From: Andrew Morton <akpm@osdl.org>
To: Hugh Dickins <hugh@veritas.com>
Cc: torvalds@osdl.org, nickpiggin@yahoo.com.au, holt@sgi.com,
roland@redhat.com, schwidefsky@de.ibm.com, linux-mm@kvack.org,
linux-kernel@vger.kernel.org
Subject: Re: [patch 2.6.13-rc4] fix get_user_pages bug
Date: Mon, 1 Aug 2005 12:57:00 -0700 [thread overview]
Message-ID: <20050801125700.4ba0807b.akpm@osdl.org> (raw)
In-Reply-To: <Pine.LNX.4.61.0508012024330.5373@goblin.wat.veritas.com>
Hugh Dickins <hugh@veritas.com> wrote:
>
> On Mon, 1 Aug 2005, Linus Torvalds wrote:
> >
> > that "continue" will continue without the spinlock held, and now do
>
> Yes, I was at last about to reply on that point and others.
> I'll make those comments in a separate mail to Nick and all.
>
> > Instead, I'd suggest changing the logic for "lookup_write". Make it
> > require that the page table entry is _dirty_ (not writable), and then
>
> Attractive, I very much wanted to do that rather than change all the
> arches, but I think s390 rules it out: its pte_mkdirty does nothing,
> its pte_dirty just says no.
>
> Whether your patch suits all other uses of (__)follow_page I've not
> investigated (and I don't see how you can go without the set_page_dirty
> if it was necessary before);
That was introduced 19 months ago by the s390 guys (see patch below). I
don't really see why Martin decided to mark the page software-dirty at that
stage.
It's a nice thing to do from the VM dirty-memory accounting POV, but I
don't see that it's essential.
> but at present see no alternative to
> something like Nick's patch, though I'd much prefer smaller.
>
> Or should we change s390 to set a flag in the pte just for this purpose?
That would be a good approach IMO, if possible.

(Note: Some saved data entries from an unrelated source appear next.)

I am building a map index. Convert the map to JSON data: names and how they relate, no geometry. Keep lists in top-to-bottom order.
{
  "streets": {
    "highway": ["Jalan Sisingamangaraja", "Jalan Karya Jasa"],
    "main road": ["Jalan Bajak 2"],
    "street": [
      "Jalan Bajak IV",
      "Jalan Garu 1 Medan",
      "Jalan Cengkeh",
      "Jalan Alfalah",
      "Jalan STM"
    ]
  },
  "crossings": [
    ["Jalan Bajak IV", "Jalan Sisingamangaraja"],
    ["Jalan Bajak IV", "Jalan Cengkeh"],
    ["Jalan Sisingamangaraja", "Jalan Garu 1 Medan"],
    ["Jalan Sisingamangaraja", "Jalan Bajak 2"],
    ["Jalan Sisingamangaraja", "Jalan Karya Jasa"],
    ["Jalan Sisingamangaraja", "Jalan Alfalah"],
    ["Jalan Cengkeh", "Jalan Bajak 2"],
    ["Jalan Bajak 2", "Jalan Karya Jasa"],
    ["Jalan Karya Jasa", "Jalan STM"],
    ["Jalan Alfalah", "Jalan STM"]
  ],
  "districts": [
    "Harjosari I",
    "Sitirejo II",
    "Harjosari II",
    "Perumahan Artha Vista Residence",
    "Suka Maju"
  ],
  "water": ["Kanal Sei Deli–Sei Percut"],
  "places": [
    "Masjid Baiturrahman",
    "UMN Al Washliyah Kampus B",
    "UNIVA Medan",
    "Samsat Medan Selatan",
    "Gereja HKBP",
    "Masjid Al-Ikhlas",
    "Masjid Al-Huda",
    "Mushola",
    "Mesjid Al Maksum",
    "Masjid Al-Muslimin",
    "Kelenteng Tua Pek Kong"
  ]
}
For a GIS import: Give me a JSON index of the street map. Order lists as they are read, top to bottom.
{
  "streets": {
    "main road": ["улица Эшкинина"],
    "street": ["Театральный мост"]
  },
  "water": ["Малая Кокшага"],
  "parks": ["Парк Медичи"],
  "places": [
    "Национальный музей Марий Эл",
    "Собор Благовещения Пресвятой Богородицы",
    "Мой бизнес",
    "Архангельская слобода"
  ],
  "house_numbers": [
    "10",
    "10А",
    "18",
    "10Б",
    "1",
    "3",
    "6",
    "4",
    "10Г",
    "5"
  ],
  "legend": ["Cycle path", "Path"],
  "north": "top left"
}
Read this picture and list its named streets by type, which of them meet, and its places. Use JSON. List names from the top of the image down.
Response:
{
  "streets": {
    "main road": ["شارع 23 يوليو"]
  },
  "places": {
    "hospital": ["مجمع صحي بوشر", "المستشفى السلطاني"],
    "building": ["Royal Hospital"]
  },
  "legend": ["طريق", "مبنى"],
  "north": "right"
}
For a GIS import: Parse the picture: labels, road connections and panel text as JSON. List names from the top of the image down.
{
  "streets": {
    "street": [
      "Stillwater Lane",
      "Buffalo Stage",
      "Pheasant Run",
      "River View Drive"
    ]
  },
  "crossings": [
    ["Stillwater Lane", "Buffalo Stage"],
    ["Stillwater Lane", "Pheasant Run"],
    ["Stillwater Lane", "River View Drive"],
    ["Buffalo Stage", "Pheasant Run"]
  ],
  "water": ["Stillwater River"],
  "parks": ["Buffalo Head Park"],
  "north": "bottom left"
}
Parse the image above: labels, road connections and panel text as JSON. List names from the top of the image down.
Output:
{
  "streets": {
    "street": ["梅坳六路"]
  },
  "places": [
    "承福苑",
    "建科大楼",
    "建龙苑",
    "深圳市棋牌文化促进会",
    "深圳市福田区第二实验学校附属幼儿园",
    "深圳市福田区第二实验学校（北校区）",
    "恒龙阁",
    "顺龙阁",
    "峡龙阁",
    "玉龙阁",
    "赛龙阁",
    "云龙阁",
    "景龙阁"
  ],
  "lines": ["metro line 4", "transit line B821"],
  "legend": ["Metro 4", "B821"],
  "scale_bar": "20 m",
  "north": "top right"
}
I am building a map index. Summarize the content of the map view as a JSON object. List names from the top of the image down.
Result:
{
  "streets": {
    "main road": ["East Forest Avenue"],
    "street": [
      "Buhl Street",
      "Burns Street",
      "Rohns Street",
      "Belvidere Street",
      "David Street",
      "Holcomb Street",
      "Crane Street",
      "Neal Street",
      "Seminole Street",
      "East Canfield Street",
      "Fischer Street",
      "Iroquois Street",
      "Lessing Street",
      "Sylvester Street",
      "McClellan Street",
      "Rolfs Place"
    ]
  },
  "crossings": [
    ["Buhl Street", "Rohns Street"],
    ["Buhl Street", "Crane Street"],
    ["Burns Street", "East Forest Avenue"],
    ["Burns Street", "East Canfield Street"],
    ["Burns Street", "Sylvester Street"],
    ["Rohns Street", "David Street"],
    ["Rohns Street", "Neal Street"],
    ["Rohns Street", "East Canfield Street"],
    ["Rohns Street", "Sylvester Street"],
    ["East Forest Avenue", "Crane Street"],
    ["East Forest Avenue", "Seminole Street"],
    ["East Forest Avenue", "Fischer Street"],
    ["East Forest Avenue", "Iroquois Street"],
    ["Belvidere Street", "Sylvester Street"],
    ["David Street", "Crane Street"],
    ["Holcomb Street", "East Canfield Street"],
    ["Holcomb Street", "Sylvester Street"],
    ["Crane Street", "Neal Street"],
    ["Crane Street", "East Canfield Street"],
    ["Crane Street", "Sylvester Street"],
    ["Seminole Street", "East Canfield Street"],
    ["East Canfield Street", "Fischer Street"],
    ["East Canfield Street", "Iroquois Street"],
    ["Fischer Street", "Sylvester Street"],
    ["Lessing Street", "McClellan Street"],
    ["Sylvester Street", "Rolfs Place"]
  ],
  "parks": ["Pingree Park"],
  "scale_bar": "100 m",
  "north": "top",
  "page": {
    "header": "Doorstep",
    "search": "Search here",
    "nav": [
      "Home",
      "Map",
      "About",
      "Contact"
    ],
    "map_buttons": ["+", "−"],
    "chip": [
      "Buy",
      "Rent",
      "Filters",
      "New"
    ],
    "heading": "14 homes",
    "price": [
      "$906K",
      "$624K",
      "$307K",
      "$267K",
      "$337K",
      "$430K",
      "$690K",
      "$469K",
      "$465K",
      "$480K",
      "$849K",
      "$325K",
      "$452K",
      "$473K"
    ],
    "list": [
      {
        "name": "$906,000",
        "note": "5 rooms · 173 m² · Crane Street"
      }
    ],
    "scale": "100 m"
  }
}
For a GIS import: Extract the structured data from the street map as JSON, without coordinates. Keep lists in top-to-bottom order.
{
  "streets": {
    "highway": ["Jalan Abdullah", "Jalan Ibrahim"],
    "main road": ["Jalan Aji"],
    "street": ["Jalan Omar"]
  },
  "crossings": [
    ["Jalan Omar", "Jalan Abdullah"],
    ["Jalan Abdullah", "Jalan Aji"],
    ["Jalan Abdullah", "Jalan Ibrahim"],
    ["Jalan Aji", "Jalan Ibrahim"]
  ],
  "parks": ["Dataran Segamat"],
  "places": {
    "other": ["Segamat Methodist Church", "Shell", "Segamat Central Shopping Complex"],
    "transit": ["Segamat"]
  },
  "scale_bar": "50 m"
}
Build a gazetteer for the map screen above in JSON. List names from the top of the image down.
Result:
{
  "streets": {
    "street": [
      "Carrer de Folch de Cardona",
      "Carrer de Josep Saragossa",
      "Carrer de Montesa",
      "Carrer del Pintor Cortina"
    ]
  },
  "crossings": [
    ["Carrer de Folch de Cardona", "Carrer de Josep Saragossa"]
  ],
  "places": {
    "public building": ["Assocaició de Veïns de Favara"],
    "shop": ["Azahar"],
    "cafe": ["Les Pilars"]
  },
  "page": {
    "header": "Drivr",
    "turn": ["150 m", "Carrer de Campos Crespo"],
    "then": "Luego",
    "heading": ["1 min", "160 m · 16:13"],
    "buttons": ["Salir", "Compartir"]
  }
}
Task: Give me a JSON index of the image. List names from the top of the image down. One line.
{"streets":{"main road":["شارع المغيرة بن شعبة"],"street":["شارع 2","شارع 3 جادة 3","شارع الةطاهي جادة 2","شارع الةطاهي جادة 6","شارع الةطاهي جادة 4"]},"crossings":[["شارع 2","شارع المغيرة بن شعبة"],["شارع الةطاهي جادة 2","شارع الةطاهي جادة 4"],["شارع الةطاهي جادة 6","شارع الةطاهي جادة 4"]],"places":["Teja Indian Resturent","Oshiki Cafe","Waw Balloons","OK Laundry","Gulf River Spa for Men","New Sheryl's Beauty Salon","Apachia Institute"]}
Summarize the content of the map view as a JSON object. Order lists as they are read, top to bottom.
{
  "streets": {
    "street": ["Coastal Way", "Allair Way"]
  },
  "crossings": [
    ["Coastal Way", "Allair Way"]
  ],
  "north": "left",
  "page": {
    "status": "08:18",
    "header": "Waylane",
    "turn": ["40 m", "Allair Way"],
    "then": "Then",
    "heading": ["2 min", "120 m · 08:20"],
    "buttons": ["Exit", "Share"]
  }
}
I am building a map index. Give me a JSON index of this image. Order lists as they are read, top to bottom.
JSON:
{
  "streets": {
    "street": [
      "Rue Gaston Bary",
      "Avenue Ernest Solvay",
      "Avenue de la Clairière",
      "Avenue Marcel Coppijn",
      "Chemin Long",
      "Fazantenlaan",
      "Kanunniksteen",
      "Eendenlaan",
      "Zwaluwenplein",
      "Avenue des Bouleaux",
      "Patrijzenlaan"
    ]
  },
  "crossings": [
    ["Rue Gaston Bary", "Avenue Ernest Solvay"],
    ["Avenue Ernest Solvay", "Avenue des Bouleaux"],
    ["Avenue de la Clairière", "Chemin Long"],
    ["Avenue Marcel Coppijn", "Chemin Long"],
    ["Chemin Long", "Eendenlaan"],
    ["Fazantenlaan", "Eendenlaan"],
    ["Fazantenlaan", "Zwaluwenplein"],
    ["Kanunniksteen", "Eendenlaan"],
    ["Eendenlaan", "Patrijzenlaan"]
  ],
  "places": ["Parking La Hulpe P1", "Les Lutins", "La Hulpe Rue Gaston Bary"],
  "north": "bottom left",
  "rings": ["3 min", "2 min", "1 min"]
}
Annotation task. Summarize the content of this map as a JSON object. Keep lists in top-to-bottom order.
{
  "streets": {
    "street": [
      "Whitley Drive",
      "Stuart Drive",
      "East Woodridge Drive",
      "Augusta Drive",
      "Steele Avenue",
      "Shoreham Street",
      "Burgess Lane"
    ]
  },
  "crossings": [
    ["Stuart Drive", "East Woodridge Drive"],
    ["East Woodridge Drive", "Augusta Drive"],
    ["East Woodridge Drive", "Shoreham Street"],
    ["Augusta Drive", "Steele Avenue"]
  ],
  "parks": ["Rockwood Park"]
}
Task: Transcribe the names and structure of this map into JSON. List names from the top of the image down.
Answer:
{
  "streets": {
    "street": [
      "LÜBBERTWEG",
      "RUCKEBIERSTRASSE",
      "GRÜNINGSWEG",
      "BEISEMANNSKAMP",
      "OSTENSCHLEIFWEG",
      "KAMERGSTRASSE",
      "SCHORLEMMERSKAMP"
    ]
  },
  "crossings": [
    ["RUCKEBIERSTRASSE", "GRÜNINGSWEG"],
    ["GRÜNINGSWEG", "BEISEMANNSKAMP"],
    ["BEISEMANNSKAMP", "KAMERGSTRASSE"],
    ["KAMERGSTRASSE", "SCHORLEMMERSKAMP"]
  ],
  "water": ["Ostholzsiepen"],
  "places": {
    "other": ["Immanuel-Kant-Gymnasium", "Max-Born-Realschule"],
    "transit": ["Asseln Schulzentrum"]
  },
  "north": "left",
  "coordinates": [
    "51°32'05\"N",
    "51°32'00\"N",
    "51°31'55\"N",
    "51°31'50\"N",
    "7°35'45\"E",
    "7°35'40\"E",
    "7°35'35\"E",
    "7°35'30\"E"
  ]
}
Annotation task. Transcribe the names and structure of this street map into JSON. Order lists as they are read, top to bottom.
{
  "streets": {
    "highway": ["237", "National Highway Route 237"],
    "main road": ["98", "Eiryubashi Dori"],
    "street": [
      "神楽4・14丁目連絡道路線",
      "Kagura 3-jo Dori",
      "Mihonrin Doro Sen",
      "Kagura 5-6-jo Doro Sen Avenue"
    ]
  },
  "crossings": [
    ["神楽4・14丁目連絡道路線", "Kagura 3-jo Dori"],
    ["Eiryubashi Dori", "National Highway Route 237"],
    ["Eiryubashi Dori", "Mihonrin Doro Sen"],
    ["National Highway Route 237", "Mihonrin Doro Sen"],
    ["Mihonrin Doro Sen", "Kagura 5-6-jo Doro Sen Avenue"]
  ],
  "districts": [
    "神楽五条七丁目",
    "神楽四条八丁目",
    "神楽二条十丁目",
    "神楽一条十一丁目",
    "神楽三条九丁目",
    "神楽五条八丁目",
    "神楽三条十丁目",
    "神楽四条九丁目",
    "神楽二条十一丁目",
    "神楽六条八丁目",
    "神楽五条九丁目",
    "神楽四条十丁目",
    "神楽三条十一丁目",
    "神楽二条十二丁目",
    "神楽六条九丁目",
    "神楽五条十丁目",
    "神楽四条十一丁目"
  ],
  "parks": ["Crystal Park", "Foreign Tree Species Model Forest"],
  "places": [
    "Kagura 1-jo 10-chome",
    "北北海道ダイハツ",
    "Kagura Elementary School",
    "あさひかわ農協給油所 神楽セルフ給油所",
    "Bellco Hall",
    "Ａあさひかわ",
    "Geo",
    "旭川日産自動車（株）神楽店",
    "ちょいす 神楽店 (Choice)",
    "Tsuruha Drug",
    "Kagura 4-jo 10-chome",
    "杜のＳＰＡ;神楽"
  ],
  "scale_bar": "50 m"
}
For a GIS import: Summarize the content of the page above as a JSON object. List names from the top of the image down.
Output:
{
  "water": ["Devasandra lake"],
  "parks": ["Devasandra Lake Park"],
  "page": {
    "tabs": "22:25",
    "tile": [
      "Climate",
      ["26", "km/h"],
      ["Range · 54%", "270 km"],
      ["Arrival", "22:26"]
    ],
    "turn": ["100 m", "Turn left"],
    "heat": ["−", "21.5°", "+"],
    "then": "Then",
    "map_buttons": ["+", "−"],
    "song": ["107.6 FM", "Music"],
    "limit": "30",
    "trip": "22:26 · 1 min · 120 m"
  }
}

From: Martin Schwidefsky <schwidefsky@de.ibm.com>
Fix endless loop in get_user_pages() on s390. It happens only on s/390
because pte_dirty always returns 0. For all other architectures this is an
optimization.
In the case of "write && !pte_dirty(pte)" follow_page() returns NULL. On all
architectures except s390 handle_pte_fault() will then create a pte with
pte_dirty(pte)==1 because write_access==1. In the following, second call to
follow_page() all is fine. With the physical dirty bit patch pte_dirty() is
always 0 for s/390 because the dirty bit doesn't live in the pte.
---
mm/memory.c | 21 +++++++++++++--------
1 files changed, 13 insertions(+), 8 deletions(-)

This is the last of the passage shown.